The many men, so beautiful!
And they all dead did lie.
—S.T. Coleridge.
So Reverie, as he had promised, rode out with me a few miles to see me on my way. Above the gloom and stillness of the valley the scene began to change again. I was glad as I could be to view once more the tossing cornfields and the wind at play with shadow. Near and far, woods and pastures smoked beneath the sun. I know not through how many arches of the elms and green folds of the meadows I kept watch on the chimneys of a farmhouse above its trees.
But Reverie, the further we journeyed, the less he said. I almost chafed to see his heedless eyes turned upon some inward dream, while here, like life itself, stood cloud and oak, warbled bird and brook beneath the burning sun. I saw again in memory the silver twilight of the moon, and the crazy face of Love's Warrior, haunter of shade. Let him but venture into the open, I thought, hear again the distant lowing of the oxen, the rooks cawing in the elms, see again the flocks upon the hillside!
I suppose this was her home my heart had turned to. This was my dust; night's was his. For me the wild rose and the fields of harvest; for him closed petals, the chantry of the night wind, phantom lutes and voices. And, as if he had overheard my thoughts, Reverie turned at the cross-ways.
"You will come back again," he said. "They tell me in distant lands men worship Time, set up a shrine to him in every street, and treasure his emblem next their hearts. There, they say, even the lover babbles of hours, and the dreamer measures sleep with a pendulum. Well, my house is secluded, and the world is far; and to me Time is naught. Return, sir, then, when it pleases you. Besides," he added, smiling faintly, "there is always company at the World's End."
The crisp sunbeams rained upon his pale and delicate horse, its equal-plaited mane, on the darkness of his cloak, that dream-delighted face. Here smouldered gold, here flushed crimson, and here the curved damaskening of his bridle glistened and gleamed. He was a strange visitant to the open day, between the green hedges, beneath the enormous branching of the elms. And there I bade him farewell.
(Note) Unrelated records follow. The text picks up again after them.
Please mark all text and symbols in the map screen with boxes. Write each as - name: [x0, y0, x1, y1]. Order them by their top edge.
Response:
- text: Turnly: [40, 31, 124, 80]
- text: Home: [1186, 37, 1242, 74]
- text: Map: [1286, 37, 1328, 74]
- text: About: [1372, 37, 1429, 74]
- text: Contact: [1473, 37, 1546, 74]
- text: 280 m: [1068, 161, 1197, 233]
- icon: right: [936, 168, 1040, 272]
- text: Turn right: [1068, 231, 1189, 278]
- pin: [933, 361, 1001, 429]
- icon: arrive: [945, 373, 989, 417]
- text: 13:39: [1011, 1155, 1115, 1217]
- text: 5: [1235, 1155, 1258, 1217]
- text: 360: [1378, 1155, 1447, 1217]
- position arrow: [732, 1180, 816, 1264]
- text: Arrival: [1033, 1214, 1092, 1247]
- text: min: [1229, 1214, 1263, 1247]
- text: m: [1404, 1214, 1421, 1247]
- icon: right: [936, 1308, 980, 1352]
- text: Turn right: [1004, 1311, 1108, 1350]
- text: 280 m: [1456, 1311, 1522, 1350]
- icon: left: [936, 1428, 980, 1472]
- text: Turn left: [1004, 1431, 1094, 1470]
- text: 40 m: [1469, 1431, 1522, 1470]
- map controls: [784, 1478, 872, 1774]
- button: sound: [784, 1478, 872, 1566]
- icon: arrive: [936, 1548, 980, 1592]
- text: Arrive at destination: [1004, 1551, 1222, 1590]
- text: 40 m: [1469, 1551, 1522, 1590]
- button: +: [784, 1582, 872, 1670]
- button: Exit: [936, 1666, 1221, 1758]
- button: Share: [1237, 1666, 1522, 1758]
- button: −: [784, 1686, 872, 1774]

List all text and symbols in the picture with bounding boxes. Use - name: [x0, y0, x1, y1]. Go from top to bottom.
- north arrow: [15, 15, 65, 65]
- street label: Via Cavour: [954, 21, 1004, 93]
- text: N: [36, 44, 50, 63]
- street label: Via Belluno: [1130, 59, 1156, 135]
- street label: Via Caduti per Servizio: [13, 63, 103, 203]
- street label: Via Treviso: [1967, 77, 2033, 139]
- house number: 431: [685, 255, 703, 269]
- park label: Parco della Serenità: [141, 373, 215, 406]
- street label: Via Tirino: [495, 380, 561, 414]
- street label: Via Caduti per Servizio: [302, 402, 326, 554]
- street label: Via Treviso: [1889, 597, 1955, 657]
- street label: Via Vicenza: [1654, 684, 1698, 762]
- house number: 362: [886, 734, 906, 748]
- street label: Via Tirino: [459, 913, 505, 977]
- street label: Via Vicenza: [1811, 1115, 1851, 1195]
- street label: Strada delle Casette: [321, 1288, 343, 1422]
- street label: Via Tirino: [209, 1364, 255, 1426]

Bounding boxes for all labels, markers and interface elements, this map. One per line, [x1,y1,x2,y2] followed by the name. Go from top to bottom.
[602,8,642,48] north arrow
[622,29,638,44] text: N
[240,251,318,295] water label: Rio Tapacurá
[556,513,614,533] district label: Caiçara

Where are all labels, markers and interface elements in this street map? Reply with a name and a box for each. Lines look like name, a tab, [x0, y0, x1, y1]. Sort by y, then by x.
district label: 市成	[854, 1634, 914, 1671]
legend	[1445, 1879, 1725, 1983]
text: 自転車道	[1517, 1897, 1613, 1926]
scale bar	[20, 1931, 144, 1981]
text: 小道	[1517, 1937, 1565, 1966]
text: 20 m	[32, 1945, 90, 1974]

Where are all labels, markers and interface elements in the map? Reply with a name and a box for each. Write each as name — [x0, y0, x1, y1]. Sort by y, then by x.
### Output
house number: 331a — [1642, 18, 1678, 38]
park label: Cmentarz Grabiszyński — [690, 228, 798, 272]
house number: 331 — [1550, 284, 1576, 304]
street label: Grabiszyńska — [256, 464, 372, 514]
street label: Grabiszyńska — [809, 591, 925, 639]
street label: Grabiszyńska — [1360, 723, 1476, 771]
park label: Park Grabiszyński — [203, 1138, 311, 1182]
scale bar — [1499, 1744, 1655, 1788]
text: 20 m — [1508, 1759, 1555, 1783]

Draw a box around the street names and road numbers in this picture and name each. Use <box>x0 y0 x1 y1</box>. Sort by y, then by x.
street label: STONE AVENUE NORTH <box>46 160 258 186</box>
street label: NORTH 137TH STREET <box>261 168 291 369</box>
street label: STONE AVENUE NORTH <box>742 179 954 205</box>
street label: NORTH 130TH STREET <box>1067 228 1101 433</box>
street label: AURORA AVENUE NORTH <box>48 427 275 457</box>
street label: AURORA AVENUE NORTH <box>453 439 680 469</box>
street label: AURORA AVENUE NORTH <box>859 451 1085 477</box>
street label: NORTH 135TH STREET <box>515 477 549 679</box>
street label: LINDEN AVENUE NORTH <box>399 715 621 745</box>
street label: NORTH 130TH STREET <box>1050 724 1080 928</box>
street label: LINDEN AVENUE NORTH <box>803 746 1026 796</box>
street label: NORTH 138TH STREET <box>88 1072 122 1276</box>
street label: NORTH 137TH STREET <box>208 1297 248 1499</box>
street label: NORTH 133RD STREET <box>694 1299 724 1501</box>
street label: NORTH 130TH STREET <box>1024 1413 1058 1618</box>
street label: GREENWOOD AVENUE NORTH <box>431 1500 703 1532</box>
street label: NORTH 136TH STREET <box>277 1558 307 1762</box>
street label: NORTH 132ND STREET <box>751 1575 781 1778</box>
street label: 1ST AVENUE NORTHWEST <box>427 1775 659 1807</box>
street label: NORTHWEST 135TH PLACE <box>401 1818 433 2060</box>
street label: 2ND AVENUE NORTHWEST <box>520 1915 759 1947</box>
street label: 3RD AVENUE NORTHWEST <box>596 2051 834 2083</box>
Some day, perhaps, I shall return as he has foretold, for it is ever easy to find again the house of Reverie—to them who have learned the way.
On I journeyed, then, following as I had been directed the main road to Vanity Fair. But whether it is that the Fair is more difficult to arrive at than to depart from, or is really a hard day's journey even from the gay parlour of the World's End, it already began to be evening, and yet no sign of bunting or booth or clamour or smoke.
And it was at length to a noiseless Fair, far from all vanity, that I came at sunset—the cypresses of a solitary graveyard. I was tired out and desired only rest; so dismounting and leading Rosinante, I turned aside willingly into its peace.